Yüzüklerin Efendisi Dizisinin Belki de Şimdiye Kadarki En İyisi Olan 6. Bölümün İncelemesi

rings of power'ın 6. bölümü, zaman zaman pelennor çayırları zaman zaman da miğfer dibi havası veren soluk soluğa izlediğim, sezonun en iyi bölümüydü.

>> orkların, güneyli insanlara saldırısı ile başlıyor bölüm. adar'ın “gaza getiren” konuşmasıyla hareket ediyorlar ve insanların kulede kurduğu tuzak ile kayıplar verip köye doğru ilerliyorlar. kulede savunma yapmak varken neden açık alandaki köye gittiler orası bana çok mantıklı gelmedi. planlarının da başarısız olduğunu gördük zaten.
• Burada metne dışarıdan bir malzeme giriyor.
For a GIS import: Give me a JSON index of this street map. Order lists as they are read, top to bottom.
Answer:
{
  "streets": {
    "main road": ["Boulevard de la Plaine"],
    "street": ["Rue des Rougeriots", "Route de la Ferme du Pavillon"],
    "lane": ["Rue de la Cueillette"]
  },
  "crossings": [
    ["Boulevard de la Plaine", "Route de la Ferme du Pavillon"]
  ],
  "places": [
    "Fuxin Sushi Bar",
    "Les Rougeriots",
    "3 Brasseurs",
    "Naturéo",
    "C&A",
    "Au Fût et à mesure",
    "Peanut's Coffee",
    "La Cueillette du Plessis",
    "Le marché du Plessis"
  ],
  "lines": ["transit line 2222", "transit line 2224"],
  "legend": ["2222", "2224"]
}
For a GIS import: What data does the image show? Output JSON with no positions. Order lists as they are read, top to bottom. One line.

>> arondir, bronwyn ile ilişkisi hariç iyi bir karakter. ten rengi hariç bir elften beklenen sakinliği, onuru ve gücü onda görebiliyoruz.

bronwyn'e gelince ölmeyeceğini biliyordum ama bi acaba dedirtti ya oh be ölüyor mu yoksa diye sevinmiştim.
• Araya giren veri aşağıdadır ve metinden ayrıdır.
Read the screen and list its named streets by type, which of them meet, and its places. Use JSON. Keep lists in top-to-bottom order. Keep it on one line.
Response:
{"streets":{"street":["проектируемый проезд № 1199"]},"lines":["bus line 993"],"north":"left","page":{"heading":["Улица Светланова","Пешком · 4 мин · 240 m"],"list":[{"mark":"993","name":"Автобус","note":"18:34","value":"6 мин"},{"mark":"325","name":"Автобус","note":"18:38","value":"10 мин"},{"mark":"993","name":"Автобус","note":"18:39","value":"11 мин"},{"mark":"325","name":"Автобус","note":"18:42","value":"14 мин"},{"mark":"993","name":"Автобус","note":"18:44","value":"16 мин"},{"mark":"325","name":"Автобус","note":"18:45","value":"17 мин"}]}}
sonunda galadriel'i görünce birilerinin dibi düştü. theo'nun elfler hakkındaki fikri değişmediyse, galadriel'i görmesi kesin değiştirdi :)

>> gelelim en sevdiğime, galadriel'e.

hüseyin nihal atsız ne güzel söylemiş şiirinde:

"vur şanlı silahınla gönül mülkü düzelsin;
sen öldürüyorken de vururken de güzelsin!"
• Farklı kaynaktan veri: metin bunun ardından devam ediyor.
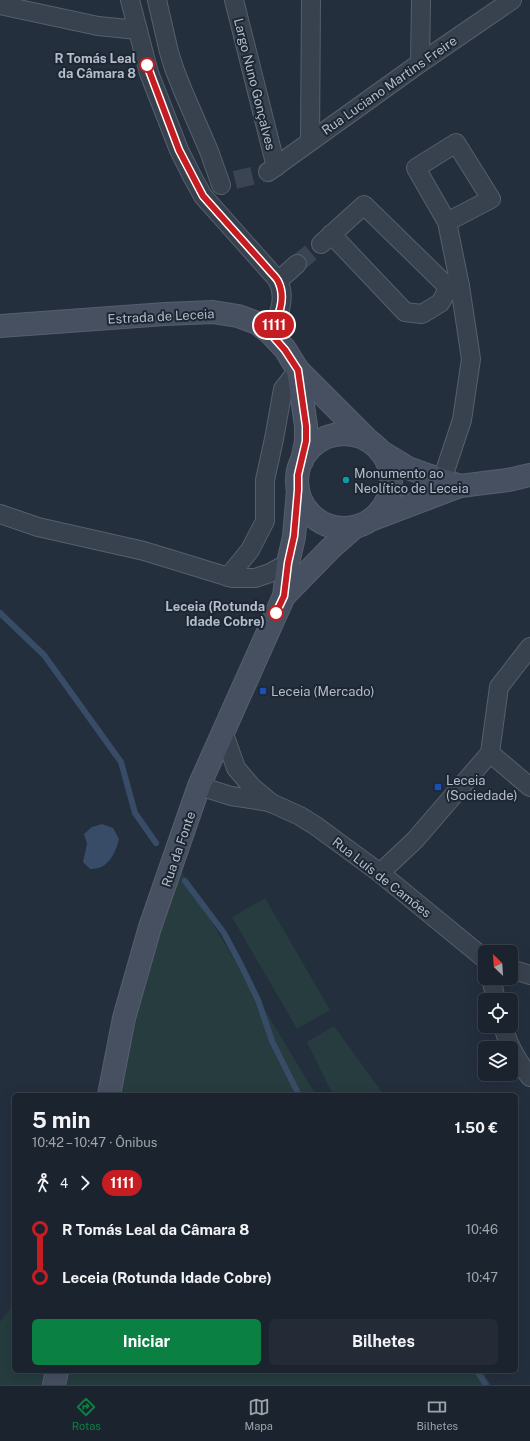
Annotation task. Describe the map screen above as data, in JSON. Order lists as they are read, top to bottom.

sonunda be! sonunda şu dizide izlediğim galadriel'den iliklerime kadar keyif alabildim. ata binişi, kılıç kullanımı, at hızlansın diye yüzük kardeşliği'ndeki arwen gibi noro lim diyişi… hepsi çok hoşuma gitti. morfydd clark da gayet güzel kadın iyi de oynuyor. adar ile konuşmasına adar'dan bahsederken değineceğim.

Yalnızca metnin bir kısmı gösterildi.